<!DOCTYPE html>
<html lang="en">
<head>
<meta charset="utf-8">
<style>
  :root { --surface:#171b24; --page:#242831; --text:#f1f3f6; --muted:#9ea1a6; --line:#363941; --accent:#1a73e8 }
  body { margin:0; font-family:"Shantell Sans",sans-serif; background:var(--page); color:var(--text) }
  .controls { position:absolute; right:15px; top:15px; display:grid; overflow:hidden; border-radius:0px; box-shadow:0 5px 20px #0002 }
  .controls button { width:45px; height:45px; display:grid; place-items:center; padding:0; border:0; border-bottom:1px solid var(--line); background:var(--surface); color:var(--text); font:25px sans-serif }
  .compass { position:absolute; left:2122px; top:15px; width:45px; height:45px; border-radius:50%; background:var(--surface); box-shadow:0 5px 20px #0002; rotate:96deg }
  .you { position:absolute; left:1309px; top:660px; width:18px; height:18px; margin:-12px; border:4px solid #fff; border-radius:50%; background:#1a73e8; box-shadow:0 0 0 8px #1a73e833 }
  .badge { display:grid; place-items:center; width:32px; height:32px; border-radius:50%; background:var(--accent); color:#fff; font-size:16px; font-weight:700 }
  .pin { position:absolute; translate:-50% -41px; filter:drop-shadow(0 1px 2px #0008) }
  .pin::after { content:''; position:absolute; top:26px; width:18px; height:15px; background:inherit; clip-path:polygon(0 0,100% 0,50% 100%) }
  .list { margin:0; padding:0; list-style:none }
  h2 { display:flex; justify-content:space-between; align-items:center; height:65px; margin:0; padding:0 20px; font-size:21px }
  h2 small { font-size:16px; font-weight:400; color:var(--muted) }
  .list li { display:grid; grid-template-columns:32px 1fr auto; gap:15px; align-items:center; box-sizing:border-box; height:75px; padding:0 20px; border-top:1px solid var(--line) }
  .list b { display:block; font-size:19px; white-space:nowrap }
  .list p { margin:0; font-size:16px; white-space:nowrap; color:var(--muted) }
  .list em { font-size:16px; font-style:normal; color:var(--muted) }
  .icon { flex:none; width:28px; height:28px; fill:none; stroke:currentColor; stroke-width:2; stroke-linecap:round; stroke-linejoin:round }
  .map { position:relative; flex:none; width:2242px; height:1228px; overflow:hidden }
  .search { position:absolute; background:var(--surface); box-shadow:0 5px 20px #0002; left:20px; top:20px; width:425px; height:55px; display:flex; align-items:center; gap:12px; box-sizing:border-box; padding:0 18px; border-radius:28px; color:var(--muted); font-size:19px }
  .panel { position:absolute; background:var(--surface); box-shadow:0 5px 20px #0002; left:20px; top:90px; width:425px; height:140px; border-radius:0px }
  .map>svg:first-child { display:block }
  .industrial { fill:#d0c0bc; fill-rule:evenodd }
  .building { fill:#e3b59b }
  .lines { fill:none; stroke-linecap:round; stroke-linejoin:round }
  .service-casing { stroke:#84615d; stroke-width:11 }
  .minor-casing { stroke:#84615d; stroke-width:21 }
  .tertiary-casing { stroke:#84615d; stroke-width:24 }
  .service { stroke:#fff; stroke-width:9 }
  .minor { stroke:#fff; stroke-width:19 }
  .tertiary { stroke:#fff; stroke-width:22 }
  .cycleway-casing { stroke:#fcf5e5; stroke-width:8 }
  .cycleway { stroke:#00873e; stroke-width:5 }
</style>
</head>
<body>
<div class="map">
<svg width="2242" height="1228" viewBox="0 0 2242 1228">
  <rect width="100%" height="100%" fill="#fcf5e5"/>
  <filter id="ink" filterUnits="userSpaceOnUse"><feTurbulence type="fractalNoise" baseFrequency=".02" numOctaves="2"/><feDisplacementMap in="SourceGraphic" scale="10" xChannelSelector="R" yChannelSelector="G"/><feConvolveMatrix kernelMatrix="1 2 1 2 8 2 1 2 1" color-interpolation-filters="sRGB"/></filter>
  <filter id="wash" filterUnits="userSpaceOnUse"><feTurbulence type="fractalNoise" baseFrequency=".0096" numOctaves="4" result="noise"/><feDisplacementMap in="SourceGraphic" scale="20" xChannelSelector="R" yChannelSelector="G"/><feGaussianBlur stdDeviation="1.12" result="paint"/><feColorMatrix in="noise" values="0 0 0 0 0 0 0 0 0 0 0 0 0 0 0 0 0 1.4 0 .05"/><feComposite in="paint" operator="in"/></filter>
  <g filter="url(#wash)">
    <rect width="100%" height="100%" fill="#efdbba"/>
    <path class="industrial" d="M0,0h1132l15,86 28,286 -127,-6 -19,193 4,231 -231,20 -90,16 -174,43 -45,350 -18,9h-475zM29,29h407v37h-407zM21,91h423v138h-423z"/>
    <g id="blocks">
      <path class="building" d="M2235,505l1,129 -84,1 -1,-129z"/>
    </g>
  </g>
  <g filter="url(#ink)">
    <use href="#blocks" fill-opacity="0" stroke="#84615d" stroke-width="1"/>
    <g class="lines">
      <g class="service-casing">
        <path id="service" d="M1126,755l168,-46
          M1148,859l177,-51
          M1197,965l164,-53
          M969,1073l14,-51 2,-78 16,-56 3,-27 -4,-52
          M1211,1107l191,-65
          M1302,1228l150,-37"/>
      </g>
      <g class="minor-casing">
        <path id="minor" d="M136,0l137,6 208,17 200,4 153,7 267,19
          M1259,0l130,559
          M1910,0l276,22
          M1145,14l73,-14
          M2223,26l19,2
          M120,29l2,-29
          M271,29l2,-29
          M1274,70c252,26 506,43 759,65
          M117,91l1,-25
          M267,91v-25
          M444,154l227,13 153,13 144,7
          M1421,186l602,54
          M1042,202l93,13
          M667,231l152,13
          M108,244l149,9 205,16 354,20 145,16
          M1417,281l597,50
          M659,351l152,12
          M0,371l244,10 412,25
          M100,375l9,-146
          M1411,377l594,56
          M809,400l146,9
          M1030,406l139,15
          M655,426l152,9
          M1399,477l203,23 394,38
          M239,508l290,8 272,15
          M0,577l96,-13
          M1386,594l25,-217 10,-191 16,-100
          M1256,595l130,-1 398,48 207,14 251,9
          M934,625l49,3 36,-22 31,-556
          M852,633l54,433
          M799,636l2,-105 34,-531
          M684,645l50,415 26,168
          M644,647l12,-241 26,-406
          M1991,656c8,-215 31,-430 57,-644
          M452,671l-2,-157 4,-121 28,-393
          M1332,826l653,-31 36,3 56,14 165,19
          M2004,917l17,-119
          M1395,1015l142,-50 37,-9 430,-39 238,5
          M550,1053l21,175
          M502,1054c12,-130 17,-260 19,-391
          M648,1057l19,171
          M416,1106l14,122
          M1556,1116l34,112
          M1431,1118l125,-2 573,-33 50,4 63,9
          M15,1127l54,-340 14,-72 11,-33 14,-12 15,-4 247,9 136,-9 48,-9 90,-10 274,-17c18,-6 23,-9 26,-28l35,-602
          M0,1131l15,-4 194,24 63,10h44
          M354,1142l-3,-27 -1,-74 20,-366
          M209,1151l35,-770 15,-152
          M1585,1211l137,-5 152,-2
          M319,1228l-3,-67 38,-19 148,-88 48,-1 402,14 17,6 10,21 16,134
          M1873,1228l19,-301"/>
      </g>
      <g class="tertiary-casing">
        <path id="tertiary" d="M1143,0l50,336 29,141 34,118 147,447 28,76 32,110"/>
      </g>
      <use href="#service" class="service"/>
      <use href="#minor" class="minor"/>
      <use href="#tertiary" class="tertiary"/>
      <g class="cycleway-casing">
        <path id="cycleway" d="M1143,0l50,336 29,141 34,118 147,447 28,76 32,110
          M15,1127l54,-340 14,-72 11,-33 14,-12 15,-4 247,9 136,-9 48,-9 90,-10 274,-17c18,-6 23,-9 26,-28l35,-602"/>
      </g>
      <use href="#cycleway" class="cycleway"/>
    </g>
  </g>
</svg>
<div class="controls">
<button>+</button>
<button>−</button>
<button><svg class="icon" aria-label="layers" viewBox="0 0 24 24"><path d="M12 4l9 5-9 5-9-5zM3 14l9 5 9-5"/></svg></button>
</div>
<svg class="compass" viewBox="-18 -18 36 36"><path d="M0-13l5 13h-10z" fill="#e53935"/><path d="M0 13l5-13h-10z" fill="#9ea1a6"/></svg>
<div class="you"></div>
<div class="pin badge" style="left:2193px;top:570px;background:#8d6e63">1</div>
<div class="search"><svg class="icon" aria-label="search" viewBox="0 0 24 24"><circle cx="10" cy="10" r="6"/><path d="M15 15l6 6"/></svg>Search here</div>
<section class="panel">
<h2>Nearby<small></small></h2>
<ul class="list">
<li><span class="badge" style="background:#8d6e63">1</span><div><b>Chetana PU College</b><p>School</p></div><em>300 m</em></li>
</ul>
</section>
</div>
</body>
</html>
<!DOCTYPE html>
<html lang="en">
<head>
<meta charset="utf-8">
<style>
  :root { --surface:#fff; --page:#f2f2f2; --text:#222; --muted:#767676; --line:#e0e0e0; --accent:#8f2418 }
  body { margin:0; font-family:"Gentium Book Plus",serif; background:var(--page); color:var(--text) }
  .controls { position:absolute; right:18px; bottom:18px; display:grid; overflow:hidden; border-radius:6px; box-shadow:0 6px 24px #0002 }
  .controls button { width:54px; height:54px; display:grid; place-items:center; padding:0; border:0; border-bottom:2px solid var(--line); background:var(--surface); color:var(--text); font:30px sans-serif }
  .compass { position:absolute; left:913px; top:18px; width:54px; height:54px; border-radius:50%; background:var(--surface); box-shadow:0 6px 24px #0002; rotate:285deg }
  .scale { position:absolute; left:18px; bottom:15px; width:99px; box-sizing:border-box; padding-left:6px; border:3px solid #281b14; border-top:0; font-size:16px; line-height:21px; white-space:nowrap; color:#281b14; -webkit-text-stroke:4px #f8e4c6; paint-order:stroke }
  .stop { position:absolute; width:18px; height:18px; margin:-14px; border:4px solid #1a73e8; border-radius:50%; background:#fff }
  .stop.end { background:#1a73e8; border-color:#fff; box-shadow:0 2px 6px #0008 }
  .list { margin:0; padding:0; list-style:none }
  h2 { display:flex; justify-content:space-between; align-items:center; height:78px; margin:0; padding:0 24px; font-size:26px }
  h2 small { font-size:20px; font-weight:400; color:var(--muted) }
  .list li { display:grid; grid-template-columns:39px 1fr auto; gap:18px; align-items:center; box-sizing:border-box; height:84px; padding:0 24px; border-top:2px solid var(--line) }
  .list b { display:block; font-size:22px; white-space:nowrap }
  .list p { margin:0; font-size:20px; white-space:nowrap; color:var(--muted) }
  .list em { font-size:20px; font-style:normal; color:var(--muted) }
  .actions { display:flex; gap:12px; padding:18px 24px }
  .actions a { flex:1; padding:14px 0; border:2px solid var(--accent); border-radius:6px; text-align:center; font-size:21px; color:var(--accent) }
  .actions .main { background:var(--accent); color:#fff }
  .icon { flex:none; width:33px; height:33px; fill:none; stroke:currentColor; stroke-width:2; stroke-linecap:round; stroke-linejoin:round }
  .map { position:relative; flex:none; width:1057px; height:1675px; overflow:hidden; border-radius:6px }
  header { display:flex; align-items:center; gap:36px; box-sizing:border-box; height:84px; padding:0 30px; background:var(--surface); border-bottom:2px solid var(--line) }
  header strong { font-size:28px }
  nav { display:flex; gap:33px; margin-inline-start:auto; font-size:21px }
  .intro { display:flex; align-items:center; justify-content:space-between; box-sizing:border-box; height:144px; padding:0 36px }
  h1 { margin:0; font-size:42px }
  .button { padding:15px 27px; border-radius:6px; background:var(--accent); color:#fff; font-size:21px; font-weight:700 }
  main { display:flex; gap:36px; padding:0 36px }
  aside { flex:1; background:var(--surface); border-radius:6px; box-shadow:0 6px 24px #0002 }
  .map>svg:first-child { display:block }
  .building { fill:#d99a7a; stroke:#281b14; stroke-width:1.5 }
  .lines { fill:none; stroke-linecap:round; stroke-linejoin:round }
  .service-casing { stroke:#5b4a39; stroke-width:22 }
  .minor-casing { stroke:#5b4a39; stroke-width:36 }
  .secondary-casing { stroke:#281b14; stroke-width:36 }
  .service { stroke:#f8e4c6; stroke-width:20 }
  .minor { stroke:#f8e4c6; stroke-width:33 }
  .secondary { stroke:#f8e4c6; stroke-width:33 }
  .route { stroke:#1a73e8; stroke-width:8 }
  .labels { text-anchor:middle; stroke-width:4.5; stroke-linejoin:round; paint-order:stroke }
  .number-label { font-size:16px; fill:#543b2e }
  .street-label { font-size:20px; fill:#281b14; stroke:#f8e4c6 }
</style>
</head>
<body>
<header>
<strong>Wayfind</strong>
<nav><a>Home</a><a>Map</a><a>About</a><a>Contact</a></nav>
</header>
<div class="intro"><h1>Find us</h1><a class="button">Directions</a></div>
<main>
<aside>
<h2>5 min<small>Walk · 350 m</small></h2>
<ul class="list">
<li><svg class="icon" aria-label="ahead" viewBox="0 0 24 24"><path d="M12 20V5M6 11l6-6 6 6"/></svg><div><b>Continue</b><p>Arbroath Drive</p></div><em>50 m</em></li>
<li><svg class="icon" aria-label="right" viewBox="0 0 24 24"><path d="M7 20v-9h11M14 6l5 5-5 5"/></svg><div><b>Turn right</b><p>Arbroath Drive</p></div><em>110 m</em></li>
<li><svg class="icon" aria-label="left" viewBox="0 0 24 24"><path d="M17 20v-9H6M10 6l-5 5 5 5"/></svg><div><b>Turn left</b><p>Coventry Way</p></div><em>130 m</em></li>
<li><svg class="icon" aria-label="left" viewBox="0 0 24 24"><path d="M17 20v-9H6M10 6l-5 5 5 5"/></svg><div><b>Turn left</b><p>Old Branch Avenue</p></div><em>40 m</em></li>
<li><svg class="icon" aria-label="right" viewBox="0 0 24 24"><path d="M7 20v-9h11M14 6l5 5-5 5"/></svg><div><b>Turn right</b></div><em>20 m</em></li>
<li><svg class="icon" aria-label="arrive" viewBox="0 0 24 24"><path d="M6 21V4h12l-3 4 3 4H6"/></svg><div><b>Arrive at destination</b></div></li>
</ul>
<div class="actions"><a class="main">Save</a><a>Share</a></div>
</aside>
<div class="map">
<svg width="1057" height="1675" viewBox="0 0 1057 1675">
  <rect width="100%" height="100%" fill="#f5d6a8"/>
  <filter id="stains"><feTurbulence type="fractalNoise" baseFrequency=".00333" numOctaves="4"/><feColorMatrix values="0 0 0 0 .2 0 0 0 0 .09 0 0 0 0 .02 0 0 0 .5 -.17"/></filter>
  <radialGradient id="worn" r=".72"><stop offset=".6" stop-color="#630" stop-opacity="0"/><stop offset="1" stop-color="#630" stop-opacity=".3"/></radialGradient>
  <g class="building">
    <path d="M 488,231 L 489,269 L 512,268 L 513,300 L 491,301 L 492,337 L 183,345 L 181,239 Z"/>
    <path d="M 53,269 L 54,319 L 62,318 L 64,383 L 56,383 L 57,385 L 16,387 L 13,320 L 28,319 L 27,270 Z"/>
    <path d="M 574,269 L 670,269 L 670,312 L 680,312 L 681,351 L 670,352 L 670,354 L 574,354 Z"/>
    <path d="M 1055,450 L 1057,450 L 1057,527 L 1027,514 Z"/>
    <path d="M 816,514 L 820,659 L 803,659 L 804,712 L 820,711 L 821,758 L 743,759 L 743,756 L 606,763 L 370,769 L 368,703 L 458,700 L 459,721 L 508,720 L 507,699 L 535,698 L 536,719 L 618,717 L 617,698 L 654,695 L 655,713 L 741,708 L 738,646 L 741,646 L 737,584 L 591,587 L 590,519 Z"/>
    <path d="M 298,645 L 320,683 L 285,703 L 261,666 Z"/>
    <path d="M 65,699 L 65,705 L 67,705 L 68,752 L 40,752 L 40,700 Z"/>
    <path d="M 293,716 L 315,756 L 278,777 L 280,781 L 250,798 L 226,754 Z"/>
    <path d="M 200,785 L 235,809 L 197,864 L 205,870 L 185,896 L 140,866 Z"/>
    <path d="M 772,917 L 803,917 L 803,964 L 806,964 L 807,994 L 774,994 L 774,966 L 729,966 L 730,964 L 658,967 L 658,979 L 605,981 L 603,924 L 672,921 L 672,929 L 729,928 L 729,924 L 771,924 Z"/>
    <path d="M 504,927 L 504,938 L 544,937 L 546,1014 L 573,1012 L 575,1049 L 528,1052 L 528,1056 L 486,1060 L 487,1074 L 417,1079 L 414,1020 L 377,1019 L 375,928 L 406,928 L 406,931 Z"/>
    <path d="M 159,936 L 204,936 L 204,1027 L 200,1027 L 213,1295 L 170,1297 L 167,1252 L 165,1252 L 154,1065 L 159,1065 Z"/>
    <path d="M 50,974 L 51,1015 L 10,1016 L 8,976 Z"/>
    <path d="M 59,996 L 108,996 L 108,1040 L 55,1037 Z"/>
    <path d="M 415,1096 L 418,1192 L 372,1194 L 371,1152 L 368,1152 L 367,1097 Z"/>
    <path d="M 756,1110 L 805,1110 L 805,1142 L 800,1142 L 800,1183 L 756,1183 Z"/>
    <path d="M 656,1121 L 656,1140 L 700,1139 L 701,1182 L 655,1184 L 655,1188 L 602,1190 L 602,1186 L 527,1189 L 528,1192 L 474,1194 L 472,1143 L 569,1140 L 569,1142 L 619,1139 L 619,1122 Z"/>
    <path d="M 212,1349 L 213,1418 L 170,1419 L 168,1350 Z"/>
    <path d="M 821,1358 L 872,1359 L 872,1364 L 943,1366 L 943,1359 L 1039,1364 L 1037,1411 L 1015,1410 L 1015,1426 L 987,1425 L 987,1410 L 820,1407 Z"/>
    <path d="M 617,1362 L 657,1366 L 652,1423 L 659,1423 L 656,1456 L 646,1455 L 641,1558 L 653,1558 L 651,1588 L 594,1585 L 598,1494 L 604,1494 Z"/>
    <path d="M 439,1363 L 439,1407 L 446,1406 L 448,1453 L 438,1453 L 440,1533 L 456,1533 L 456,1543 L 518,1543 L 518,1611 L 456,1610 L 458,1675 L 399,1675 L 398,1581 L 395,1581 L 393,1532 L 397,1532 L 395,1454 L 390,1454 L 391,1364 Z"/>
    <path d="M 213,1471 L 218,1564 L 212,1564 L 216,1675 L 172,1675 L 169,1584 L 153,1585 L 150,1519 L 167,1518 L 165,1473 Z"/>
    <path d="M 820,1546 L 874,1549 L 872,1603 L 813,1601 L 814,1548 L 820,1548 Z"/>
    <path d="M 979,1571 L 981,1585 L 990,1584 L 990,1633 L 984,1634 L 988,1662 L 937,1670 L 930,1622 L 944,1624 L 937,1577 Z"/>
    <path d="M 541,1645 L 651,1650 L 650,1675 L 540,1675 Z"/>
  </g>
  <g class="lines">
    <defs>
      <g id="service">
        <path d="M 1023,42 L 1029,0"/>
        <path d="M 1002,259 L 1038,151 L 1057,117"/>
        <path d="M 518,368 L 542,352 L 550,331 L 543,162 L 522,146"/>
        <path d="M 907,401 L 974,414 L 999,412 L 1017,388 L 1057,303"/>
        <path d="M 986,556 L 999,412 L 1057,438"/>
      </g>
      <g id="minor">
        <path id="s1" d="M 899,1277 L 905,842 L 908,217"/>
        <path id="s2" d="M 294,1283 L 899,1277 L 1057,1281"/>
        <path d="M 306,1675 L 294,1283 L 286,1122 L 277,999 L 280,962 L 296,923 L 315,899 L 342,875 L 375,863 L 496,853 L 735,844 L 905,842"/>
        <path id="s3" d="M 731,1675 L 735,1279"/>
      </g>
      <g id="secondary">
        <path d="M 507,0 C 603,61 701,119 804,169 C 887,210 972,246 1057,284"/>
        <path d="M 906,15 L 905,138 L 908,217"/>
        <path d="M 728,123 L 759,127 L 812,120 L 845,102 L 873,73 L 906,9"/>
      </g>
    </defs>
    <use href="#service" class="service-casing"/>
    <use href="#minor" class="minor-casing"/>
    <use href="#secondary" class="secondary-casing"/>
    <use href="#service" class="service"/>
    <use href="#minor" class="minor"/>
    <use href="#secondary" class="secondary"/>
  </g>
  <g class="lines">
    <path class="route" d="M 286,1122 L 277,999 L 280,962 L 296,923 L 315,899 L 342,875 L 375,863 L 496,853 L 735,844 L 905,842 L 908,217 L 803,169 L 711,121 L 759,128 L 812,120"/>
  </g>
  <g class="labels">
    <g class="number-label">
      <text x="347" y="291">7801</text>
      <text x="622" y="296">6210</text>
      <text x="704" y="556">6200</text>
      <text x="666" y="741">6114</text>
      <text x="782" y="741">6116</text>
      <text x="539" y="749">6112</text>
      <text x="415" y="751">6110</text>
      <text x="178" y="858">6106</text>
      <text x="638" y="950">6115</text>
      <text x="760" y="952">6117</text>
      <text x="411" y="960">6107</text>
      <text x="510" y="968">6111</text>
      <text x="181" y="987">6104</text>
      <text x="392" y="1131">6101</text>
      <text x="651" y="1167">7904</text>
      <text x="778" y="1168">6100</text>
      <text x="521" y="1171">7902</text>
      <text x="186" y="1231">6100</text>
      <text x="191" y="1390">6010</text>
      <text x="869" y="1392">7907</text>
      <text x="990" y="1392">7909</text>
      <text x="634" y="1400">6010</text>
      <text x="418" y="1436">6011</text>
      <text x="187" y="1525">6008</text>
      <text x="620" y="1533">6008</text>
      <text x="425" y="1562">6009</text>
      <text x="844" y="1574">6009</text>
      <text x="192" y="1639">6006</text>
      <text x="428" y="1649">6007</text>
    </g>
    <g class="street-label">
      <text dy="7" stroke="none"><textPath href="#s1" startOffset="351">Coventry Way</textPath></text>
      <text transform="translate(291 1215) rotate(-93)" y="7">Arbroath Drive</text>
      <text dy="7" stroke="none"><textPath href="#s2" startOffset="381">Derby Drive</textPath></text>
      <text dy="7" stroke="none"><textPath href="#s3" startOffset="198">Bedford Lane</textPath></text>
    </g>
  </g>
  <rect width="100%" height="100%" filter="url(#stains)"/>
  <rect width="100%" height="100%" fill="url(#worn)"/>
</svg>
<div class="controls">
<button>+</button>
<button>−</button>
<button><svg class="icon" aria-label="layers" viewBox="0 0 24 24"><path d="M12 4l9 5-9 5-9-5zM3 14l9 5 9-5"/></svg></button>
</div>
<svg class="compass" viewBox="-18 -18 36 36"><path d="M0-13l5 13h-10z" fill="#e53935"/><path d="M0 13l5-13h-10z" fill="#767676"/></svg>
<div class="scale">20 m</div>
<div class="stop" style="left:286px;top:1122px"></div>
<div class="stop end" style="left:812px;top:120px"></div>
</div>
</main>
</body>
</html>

-=-=-

EXERCISE -> When the line with "<nav><a>Home</a><a>Map</a><a>About</a><a>Contact</a></nav>" is reached in the data above, begin copying, and stop after the line with "20V5M6 11l6-6 6"; copy each line exactly, both ends included.

ANSWER TO THIS EXERCISE ->
<nav><a>Home</a><a>Map</a><a>About</a><a>Contact</a></nav>
</header>
<div class="intro"><h1>Find us</h1><a class="button">Directions</a></div>
<main>
<aside>
<h2>5 min<small>Walk · 350 m</small></h2>
<ul class="list">
<li><svg class="icon" aria-label="ahead" viewBox="0 0 24 24"><path d="M12 20V5M6 11l6-6 6 6"/></svg><div><b>Continue</b><p>Arbroath Drive</p></div><em>50 m</em></li>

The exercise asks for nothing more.